== Segment start ==

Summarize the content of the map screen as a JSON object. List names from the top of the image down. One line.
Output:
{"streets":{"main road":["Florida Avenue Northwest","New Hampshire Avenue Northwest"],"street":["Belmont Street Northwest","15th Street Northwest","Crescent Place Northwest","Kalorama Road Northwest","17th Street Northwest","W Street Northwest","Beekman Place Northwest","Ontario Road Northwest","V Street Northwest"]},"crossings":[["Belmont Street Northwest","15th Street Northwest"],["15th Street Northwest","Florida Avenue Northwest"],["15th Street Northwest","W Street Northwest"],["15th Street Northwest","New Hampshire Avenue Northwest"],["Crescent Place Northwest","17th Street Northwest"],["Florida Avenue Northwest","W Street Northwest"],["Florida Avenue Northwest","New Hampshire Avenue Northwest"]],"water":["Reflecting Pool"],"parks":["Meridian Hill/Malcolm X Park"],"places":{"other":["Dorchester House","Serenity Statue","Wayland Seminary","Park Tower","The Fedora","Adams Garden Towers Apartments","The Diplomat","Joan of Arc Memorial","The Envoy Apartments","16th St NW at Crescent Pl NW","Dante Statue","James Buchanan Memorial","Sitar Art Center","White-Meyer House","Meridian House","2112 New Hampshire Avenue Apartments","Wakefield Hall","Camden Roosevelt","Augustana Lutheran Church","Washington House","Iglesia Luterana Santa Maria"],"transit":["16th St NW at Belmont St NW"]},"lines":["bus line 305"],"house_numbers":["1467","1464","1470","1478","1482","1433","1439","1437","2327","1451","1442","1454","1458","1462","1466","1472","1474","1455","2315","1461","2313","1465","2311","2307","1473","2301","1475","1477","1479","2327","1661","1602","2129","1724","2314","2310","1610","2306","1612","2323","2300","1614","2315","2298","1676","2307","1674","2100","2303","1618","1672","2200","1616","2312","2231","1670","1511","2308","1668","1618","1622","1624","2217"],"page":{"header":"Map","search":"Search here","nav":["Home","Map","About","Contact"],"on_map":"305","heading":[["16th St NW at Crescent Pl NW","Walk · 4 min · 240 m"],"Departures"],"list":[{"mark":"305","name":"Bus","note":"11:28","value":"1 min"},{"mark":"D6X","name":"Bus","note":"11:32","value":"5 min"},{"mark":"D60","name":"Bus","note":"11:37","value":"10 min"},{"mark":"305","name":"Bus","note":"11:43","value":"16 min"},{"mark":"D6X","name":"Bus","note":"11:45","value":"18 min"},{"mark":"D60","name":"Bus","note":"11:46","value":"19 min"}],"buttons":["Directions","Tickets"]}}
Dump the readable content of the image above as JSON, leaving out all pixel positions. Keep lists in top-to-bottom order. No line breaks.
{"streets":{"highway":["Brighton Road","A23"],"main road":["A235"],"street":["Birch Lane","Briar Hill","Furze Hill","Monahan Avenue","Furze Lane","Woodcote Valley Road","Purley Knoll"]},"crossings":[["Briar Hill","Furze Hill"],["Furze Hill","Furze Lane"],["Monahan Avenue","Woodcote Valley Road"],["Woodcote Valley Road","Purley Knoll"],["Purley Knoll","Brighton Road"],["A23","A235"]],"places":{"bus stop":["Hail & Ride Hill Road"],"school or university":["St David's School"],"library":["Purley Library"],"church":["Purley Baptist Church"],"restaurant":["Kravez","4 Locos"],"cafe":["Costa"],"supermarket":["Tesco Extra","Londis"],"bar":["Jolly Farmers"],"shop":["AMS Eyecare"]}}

== Segment end ==

## What is needed
What lines hold the string "image"? Pick them out of the data.

## Reply
Summarize the content of the map screen as a JSON object. List names from the top of the image down. One line.
Dump the readable content of the image above as JSON, leaving out all pixel positions. Keep lists in top-to-bottom order. No line breaks.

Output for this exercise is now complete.